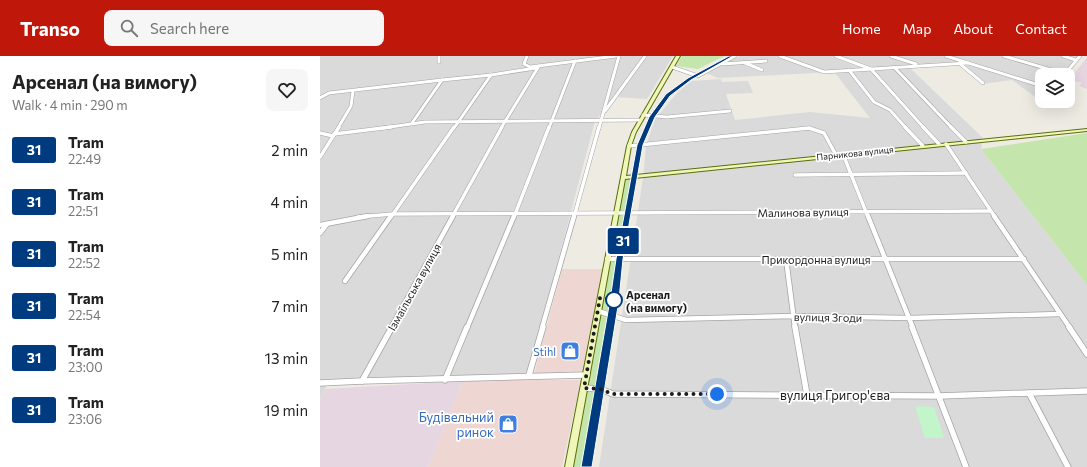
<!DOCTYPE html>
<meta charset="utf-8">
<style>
body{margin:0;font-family:Commissioner,sans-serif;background:#f6f6f6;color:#222;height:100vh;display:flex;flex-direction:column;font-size:15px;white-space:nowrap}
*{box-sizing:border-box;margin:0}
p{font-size:13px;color:#767676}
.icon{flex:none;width:22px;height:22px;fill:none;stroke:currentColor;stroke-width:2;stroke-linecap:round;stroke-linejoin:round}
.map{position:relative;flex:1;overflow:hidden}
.side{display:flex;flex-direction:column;background:#fff;width:320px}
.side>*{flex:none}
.badge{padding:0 8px;border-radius:3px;font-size:14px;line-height:26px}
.buttons{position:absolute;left:715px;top:12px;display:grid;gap:8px}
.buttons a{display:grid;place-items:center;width:40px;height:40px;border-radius:8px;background:#fff;box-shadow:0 4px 16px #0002;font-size:20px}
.you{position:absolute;width:20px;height:20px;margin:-10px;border:3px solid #fff;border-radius:50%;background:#1a73e8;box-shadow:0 0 0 6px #1a73e833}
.map>.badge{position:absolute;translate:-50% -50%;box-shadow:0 0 0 2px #fff}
.round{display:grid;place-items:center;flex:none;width:42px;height:42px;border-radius:8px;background:#f6f6f6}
.overview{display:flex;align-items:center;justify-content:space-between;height:68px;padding:0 12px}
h1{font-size:19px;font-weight:700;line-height:30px}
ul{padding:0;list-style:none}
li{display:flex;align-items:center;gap:12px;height:52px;padding:0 12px}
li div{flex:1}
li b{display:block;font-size:15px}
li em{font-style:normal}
li .badge{min-width:44px;font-weight:700;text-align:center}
header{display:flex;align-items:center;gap:24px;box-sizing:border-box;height:56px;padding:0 20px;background:#bf180b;color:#fff}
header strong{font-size:19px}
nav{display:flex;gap:22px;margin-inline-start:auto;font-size:14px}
.search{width:280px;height:36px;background:#f6f6f6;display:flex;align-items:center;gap:10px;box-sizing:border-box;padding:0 14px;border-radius:8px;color:#767676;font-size:15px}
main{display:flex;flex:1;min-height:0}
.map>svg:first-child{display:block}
.residential{fill:#dbdada}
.commercial{fill:#eed6d3}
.industrial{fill:#e6d6e2}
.grass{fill:#c4e5ab}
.park{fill:#c2f6ca}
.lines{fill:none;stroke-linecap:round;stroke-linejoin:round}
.street-far3-casing{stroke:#a4a4a4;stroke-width:4}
.street-far2-casing{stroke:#a4a4a4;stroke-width:4.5}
.street-far1-casing{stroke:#a4a4a4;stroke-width:6}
.street-casing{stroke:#a4a4a4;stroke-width:7}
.secondary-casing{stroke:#5b6d0b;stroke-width:2}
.street-far3{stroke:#fff;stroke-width:3}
.street-far2{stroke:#fff;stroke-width:3.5}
.street-far1{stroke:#fff;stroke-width:4.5}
.street{stroke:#fff;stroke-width:5.5}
.secondary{fill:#eef6b9;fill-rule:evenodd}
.tram-far1{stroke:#6b6b6b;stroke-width:1}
.tram{stroke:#6b6b6b;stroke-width:1.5}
.line{fill:#003b80;stroke:#fff}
.walk{stroke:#1d1d1d;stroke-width:4;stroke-dasharray:0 7.2}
.stop-dot{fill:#fff;stroke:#003b80;stroke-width:2}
.labels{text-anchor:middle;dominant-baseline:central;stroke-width:3.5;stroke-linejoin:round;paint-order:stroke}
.far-street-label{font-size:9px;fill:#1d1d1d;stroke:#fff}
.street-label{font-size:11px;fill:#1d1d1d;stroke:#fff}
.stop-label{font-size:11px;font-weight:bold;fill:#1d1d1d;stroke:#fff;text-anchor:start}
.shop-label{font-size:11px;fill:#366cbe;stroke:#fff;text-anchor:end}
.near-street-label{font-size:13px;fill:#1d1d1d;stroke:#fff}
.near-shop-label{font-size:13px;fill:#366cbe;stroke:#fff;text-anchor:end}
</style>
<header>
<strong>Transo</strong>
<div class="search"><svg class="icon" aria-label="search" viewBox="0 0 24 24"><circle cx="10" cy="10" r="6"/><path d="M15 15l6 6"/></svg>Search here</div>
<nav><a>Home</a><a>Map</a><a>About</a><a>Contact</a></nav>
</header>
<main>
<section class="side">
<div class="overview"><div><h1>Арсенал (на вимогу)</h1><p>Walk · 4 min · 290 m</p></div><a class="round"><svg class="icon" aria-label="heart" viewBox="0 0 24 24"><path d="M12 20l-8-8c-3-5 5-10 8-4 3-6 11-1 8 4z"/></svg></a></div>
<ul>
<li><span class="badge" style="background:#003b80;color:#fff">31</span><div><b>Tram</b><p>22:49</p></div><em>2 min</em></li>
<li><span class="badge" style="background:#003b80;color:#fff">31</span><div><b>Tram</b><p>22:51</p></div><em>4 min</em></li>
<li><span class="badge" style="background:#003b80;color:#fff">31</span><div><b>Tram</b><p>22:52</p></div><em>5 min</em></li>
<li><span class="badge" style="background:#003b80;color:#fff">31</span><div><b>Tram</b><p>22:54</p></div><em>7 min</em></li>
<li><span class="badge" style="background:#003b80;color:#fff">31</span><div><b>Tram</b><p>23:00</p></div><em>13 min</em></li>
<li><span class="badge" style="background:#003b80;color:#fff">31</span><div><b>Tram</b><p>23:06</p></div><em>19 min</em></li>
</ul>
</section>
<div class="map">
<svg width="767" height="411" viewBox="0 0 767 411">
<rect width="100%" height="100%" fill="#eeebe3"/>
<g class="residential">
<polygon points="0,0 353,0 327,43 296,41 275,65 208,318 10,323 0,343"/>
<polygon points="420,0 758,0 742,19 722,19 722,37 717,42 692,24 663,28 640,9 590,12 663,82 661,93 767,229 767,411 279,411 323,122 326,90 335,63 358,36 372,25 401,23 402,26 428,25 433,37 406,38 415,64 490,56 550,62 515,17 531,15 398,22 386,17"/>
</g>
<g class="commercial">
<polygon points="242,213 283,213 263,317 214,318"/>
<polygon points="169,324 261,324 242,411 108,411 143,325"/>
</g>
<g class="industrial">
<polygon points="767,1 767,33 759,30 762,27 749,24"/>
<polygon points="143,325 108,411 0,411 0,343 5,333"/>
</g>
<g class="grass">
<polygon points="362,0 404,0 378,13 356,10"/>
<polygon points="767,77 767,229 661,93"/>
<polygon points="315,122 269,411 252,411 304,123"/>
</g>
<polygon class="park" points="595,350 614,351 624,382 605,382"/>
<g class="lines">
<g class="street-far3-casing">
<g id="street-far3">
<polyline points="119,0 119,6"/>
<polyline points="207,0 204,8 210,11 296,0"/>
<polyline points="460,0 504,16 648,7"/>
<polyline points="516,0 551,13 604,72"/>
<polyline points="571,0 596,8"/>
<polyline points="626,0 722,30"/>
<polyline points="684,0 745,18"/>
<polyline points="743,0 756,4"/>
<polyline points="425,7 442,14"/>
<polyline points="639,7 663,27"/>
<polyline points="402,8 446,5"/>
<polyline points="352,11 378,20 415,0"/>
<polyline points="574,11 632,72"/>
<polyline points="529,14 554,46 570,54 586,72"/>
<polyline points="744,19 760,0"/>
<polyline points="0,42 9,37 122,24"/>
<polyline points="285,55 325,0"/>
<polyline points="323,59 347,61 410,55"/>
<polyline points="92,67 122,24 171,19"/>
<polyline points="18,72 31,50 33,35"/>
<polyline points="63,72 105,66 320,64"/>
<polyline points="134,72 171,19 216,12"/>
<polyline points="181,72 219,10"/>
<polyline points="229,72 255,5"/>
<polyline points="279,72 299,0"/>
</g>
</g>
<g class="street-far2-casing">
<g id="street-far2">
<polyline points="585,71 603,90"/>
<polyline points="603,71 619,88"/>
<polyline points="631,71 646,86"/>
<polyline points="0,77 13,80"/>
<polyline points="14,78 71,71"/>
<polyline points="626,88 675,161"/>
<polyline points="309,90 489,72 504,77 516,99"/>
<polyline points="523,98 548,161"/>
<polyline points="0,101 19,71"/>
<polyline points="475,119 646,117"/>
<polyline points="38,161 73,158 671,155"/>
<polyline points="71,161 134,71"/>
<polyline points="132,161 182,71"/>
<polyline points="194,161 229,71"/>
<polyline points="254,161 279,71"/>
</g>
</g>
<g class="street-far1-casing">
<g id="street-far1">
<polyline points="548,160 593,272"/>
<polyline points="674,160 750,272"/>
<polyline points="0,169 48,160"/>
<polyline points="0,177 7,168"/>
<polyline points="287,203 704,203"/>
<polyline points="466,203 475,272"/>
<polyline points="25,225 71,160"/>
<polyline points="278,255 306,264 473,260 589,262 740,258"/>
<polyline points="71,272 133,160"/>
<polyline points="147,272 194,160"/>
<polyline points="222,272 254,160"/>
</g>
</g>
<g class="street-casing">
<g id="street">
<polyline points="72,271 42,325 267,319"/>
<polyline points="475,271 487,339"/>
<polyline points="592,271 646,411"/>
<polyline points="749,271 767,298"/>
<polyline points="209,319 223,271"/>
<polyline points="125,324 147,271"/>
<polyline points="0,327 42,325"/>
<polyline points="264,332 280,333 293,338 619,340 767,335"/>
<polyline points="709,337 748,411"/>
</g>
</g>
<g class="secondary-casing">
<polygon id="secondary" points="356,0 360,0 316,76 311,90 306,120 767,73 767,75 305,123 253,411 245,411 307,90 312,76"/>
</g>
<use href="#street-far3" class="street-far3"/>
<use href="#street-far2" class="street-far2"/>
<use href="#street-far1" class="street-far1"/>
<use href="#street" class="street"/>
<use href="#secondary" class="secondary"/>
<path class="tram-far1" d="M290,272c7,-42 12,-85 20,-127 6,-36 10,-80 39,-107 18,-16 41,-26 62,-38"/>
<polyline class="tram" points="267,411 290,271"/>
</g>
<polygon class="line" points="409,0 413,0 371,24 350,40 335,61 323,89 303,203 299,244 272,411 261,411 290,244 296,203 317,89 329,61 346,38 368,22"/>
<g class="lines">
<polyline class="walk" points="294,244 280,242 264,332 280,333 293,338 397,338"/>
</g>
<defs>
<g id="shop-square" transform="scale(1)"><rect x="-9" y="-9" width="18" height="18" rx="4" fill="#3f7fe0" stroke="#fff"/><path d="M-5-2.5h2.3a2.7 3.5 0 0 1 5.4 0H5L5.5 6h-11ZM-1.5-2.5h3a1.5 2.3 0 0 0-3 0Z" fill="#fff"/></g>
</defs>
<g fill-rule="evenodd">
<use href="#shop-square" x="250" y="295"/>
<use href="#shop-square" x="188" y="368"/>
</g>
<circle class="stop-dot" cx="294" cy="244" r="8"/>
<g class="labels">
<g class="far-street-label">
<text transform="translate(535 97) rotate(-6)">Парникова вулиця</text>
</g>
<g class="street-label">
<text transform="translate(483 156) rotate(-1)">Малинова вулиця</text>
<text x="496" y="203">Прикордонна вулиця</text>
<text transform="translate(94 231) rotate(-61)">Ізмаїльська вулиця</text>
<text transform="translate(508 261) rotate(1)">вулиця Згоди</text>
</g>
<g class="stop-label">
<text x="306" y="238">Арсенал<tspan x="306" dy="13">(на вимогу)</tspan></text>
</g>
<g class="shop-label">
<text x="236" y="295">Stihl</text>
</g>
<g class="near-street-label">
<text x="515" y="339">вулиця Григор'єва</text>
</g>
<g class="near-shop-label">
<text x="174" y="361">Будівельний<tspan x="174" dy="15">ринок</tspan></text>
</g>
</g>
</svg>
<div class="buttons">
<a><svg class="icon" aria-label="layers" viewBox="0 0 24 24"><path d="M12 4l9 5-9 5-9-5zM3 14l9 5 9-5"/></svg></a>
</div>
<div class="you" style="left:397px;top:338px"></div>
<b class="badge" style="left:303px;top:185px;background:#003b80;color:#fff">31</b>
</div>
</main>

How to complete this task:
Only the number is needed. Say how many lines of the entries contain "buttons".

Answer area:
3